(Beginning of DATA SHOWN)
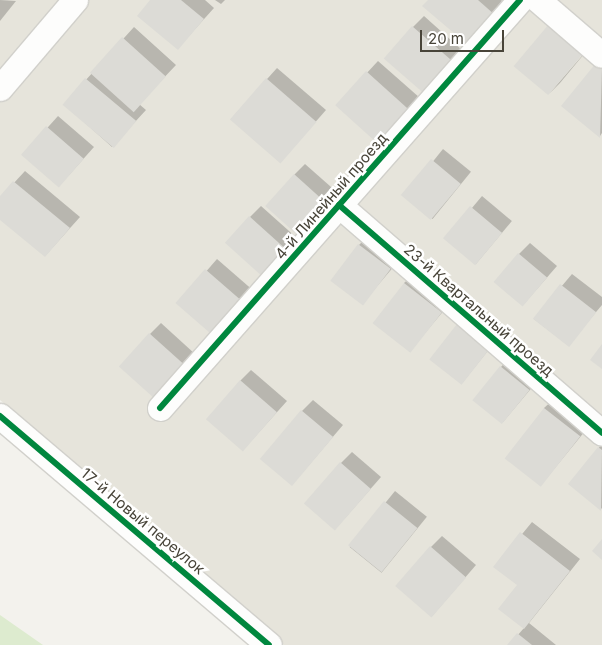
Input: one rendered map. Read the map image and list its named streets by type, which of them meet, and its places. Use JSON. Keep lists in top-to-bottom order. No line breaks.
{"streets":{"street":["4-й Линейный проезд","23-й Квартальный проезд","17-й Новый переулок"]},"crossings":[["4-й Линейный проезд","23-й Квартальный проезд"]],"scale_bar":"20 m"}
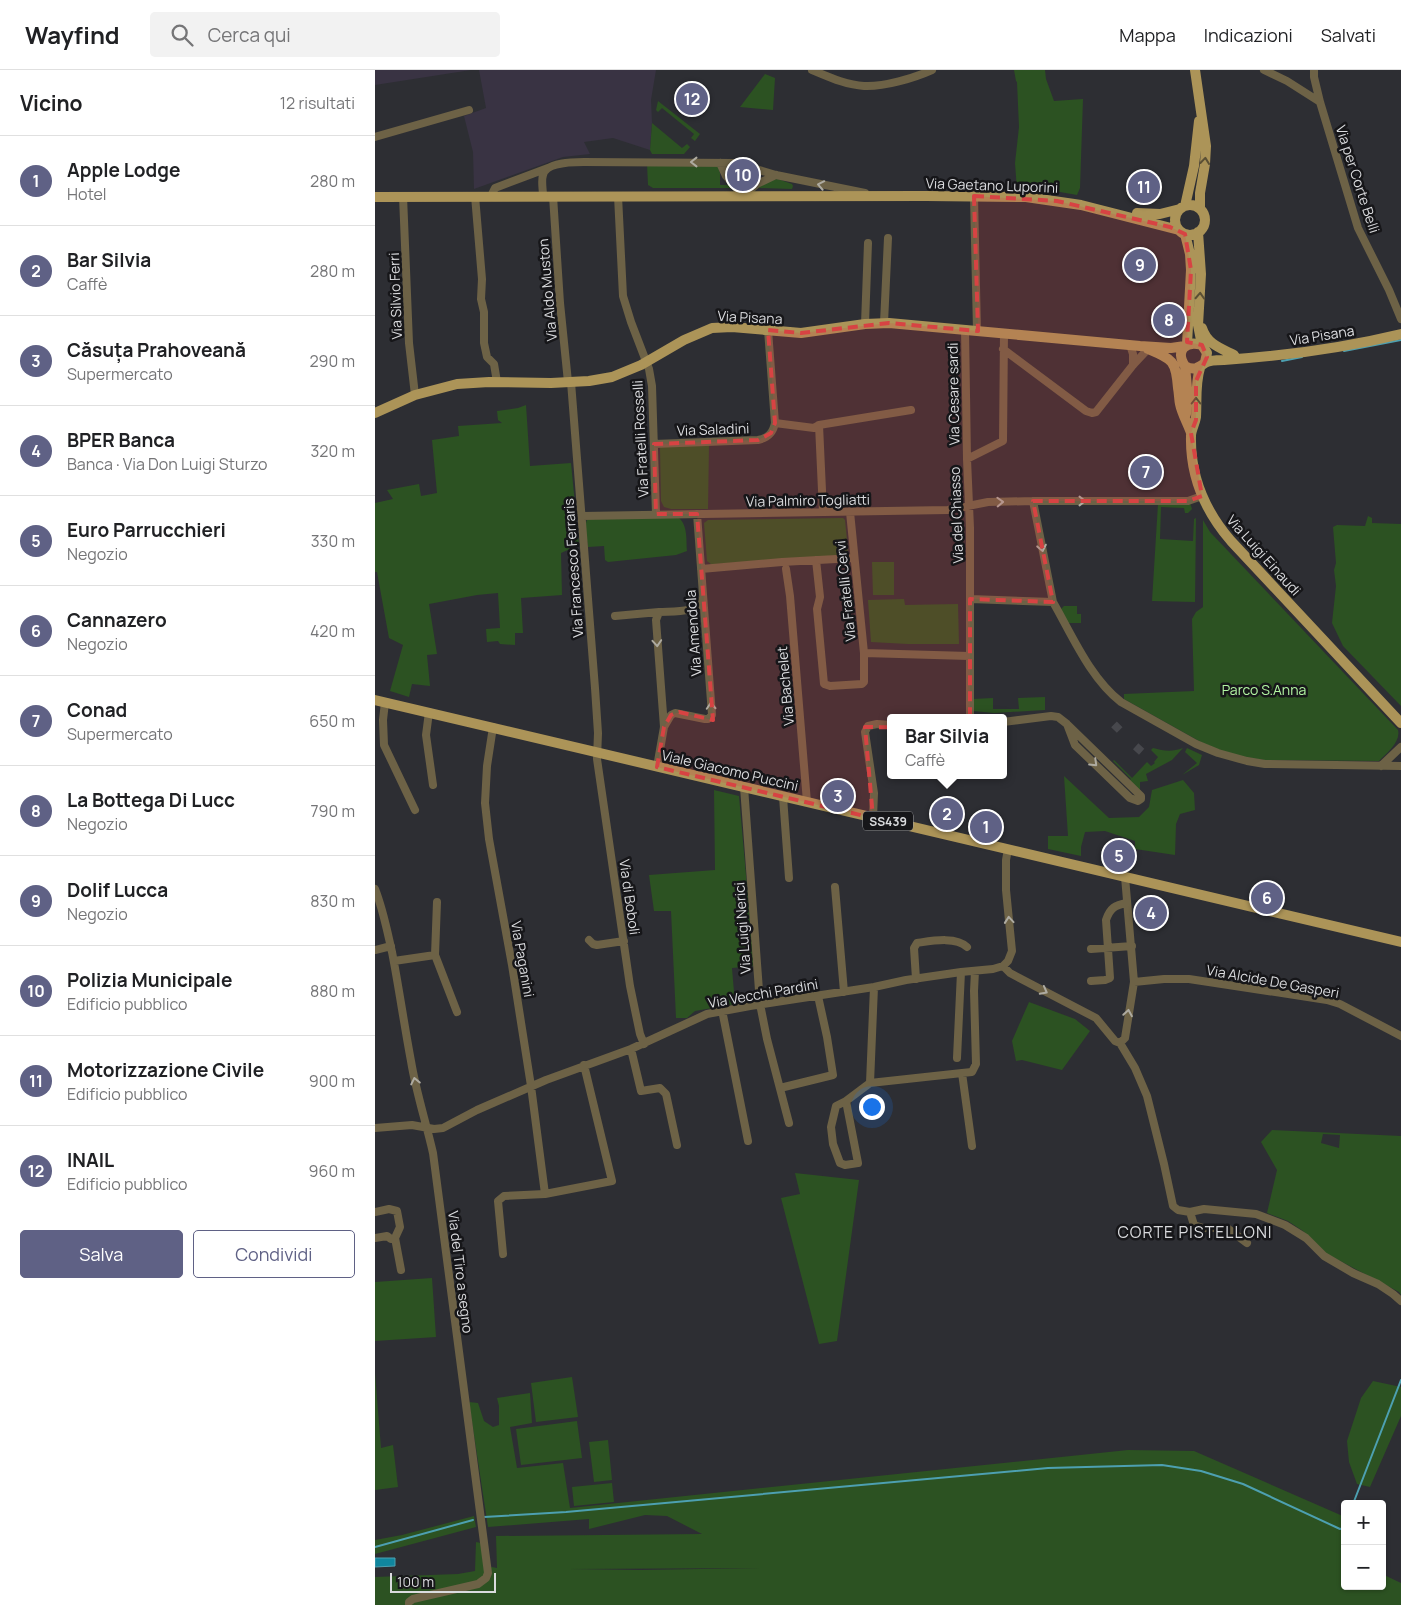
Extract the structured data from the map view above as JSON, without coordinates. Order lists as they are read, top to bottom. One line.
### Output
{"streets":{"main road":["Via Gaetano Luporini","Via Pisana","Via Luigi Einaudi","Viale Giacomo Puccini","SS439"],"street":["Via per Corte Belli","Via Aldo Muston","Via Silvio Ferri","Via Cesare sardi","Via Saladini","Via Fratelli Rosselli","Via Palmiro Togliatti","Via del Chiasso","Via Francesco Ferraris","Via Fratelli Cervi","Via Amendola","Via Bachelet","Via di Boboli","Via Luigi Nerici","Via Paganini","Via Alcide De Gasperi","Via Vecchi Pardini","Via del Tiro a segno"]},"crossings":[["Via Gaetano Luporini","Via Aldo Muston"],["Via Gaetano Luporini","Via Silvio Ferri"],["Via Gaetano Luporini","Via Fratelli Rosselli"],["Via Aldo Muston","Via Pisana"],["Via Aldo Muston","Via Francesco Ferraris"],["Via Silvio Ferri","Via Pisana"],["Via Pisana","Via Cesare sardi"],["Via Pisana","Via Fratelli Rosselli"],["Via Pisana","Via del Chiasso"],["Via Pisana","Via Luigi Einaudi"],["Via Pisana","Via Francesco Ferraris"],["Via Cesare sardi","Via del Chiasso"],["Via Saladini","Via Fratelli Rosselli"],["Via Fratelli Rosselli","Via Palmiro Togliatti"],["Via Palmiro Togliatti","Via del Chiasso"],["Via Palmiro Togliatti","Via Luigi Einaudi"],["Via Palmiro Togliatti","Via Francesco Ferraris"],["Via Palmiro Togliatti","Via Fratelli Cervi"],["Via Palmiro Togliatti","Via Amendola"],["Via del Chiasso","Via Fratelli Cervi"],["Via Francesco Ferraris","Viale Giacomo Puccini"],["Via Francesco Ferraris","Via di Boboli"],["Via Bachelet","Viale Giacomo Puccini"],["Viale Giacomo Puccini","Via di Boboli"],["Viale Giacomo Puccini","Via Luigi Nerici"],["Viale Giacomo Puccini","Via Paganini"],["Via di Boboli","Via Vecchi Pardini"],["Via Luigi Nerici","Via Vecchi Pardini"],["Via Paganini","Via Vecchi Pardini"],["Via Vecchi Pardini","Via del Tiro a segno"]],"one_way":["Via Palmiro Togliatti"],"districts":["CORTE PISTELLONI"],"parks":["Parco S.Anna"],"scale_bar":"100 m","page":{"header":"Wayfind","search":"Cerca qui","nav":["Mappa","Indicazioni","Salvati"],"heading":["Vicino","12 risultati"],"pins":["12","10","11","9","8","7","3","2","1","5","6","4"],"list":[{"mark":"1","name":"Apple Lodge","note":"Hotel","value":"280 m"},{"mark":"2","name":"Bar Silvia","note":"Caffè","value":"280 m"},{"mark":"3","name":"Căsuța Prahoveană","note":"Supermercato","value":"290 m"},{"mark":"4","name":"BPER Banca","note":"Banca · Via Don Luigi Sturzo","value":"320 m"},{"mark":"5","name":"Euro Parrucchieri","note":"Negozio","value":"330 m"},{"mark":"6","name":"Cannazero","note":"Negozio","value":"420 m"},{"mark":"7","name":"Conad","note":"Supermercato","value":"650 m"},{"mark":"8","name":"La Bottega Di Lucc","note":"Negozio","value":"790 m"},{"mark":"9","name":"Dolif Lucca","note":"Negozio","value":"830 m"},{"mark":"10","name":"Polizia Municipale","note":"Edificio pubblico","value":"880 m"},{"mark":"11","name":"Motorizzazione Civile","note":"Edificio pubblico","value":"900 m"},{"mark":"12","name":"INAIL","note":"Edificio pubblico","value":"960 m"}],"popup":["Bar Silvia","Caffè"],"buttons":["Salva","Condividi"],"map_buttons":["+","−"],"scale":"100 m"}}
(End of DATA SHOWN)
INSTRUCTIONS TO FOLLOW
Leave out the pictures and return the rest of the records exactly.

RESULT FOR THIS TASK
Input: one rendered map. Read the map image and list its named streets by type, which of them meet, and its places. Use JSON. Keep lists in top-to-bottom order. No line breaks.
{"streets":{"street":["4-й Линейный проезд","23-й Квартальный проезд","17-й Новый переулок"]},"crossings":[["4-й Линейный проезд","23-й Квартальный проезд"]],"scale_bar":"20 m"}
Extract the structured data from the map view above as JSON, without coordinates. Order lists as they are read, top to bottom. One line.
### Output
{"streets":{"main road":["Via Gaetano Luporini","Via Pisana","Via Luigi Einaudi","Viale Giacomo Puccini","SS439"],"street":["Via per Corte Belli","Via Aldo Muston","Via Silvio Ferri","Via Cesare sardi","Via Saladini","Via Fratelli Rosselli","Via Palmiro Togliatti","Via del Chiasso","Via Francesco Ferraris","Via Fratelli Cervi","Via Amendola","Via Bachelet","Via di Boboli","Via Luigi Nerici","Via Paganini","Via Alcide De Gasperi","Via Vecchi Pardini","Via del Tiro a segno"]},"crossings":[["Via Gaetano Luporini","Via Aldo Muston"],["Via Gaetano Luporini","Via Silvio Ferri"],["Via Gaetano Luporini","Via Fratelli Rosselli"],["Via Aldo Muston","Via Pisana"],["Via Aldo Muston","Via Francesco Ferraris"],["Via Silvio Ferri","Via Pisana"],["Via Pisana","Via Cesare sardi"],["Via Pisana","Via Fratelli Rosselli"],["Via Pisana","Via del Chiasso"],["Via Pisana","Via Luigi Einaudi"],["Via Pisana","Via Francesco Ferraris"],["Via Cesare sardi","Via del Chiasso"],["Via Saladini","Via Fratelli Rosselli"],["Via Fratelli Rosselli","Via Palmiro Togliatti"],["Via Palmiro Togliatti","Via del Chiasso"],["Via Palmiro Togliatti","Via Luigi Einaudi"],["Via Palmiro Togliatti","Via Francesco Ferraris"],["Via Palmiro Togliatti","Via Fratelli Cervi"],["Via Palmiro Togliatti","Via Amendola"],["Via del Chiasso","Via Fratelli Cervi"],["Via Francesco Ferraris","Viale Giacomo Puccini"],["Via Francesco Ferraris","Via di Boboli"],["Via Bachelet","Viale Giacomo Puccini"],["Viale Giacomo Puccini","Via di Boboli"],["Viale Giacomo Puccini","Via Luigi Nerici"],["Viale Giacomo Puccini","Via Paganini"],["Via di Boboli","Via Vecchi Pardini"],["Via Luigi Nerici","Via Vecchi Pardini"],["Via Paganini","Via Vecchi Pardini"],["Via Vecchi Pardini","Via del Tiro a segno"]],"one_way":["Via Palmiro Togliatti"],"districts":["CORTE PISTELLONI"],"parks":["Parco S.Anna"],"scale_bar":"100 m","page":{"header":"Wayfind","search":"Cerca qui","nav":["Mappa","Indicazioni","Salvati"],"heading":["Vicino","12 risultati"],"pins":["12","10","11","9","8","7","3","2","1","5","6","4"],"list":[{"mark":"1","name":"Apple Lodge","note":"Hotel","value":"280 m"},{"mark":"2","name":"Bar Silvia","note":"Caffè","value":"280 m"},{"mark":"3","name":"Căsuța Prahoveană","note":"Supermercato","value":"290 m"},{"mark":"4","name":"BPER Banca","note":"Banca · Via Don Luigi Sturzo","value":"320 m"},{"mark":"5","name":"Euro Parrucchieri","note":"Negozio","value":"330 m"},{"mark":"6","name":"Cannazero","note":"Negozio","value":"420 m"},{"mark":"7","name":"Conad","note":"Supermercato","value":"650 m"},{"mark":"8","name":"La Bottega Di Lucc","note":"Negozio","value":"790 m"},{"mark":"9","name":"Dolif Lucca","note":"Negozio","value":"830 m"},{"mark":"10","name":"Polizia Municipale","note":"Edificio pubblico","value":"880 m"},{"mark":"11","name":"Motorizzazione Civile","note":"Edificio pubblico","value":"900 m"},{"mark":"12","name":"INAIL","note":"Edificio pubblico","value":"960 m"}],"popup":["Bar Silvia","Caffè"],"buttons":["Salva","Condividi"],"map_buttons":["+","−"],"scale":"100 m"}}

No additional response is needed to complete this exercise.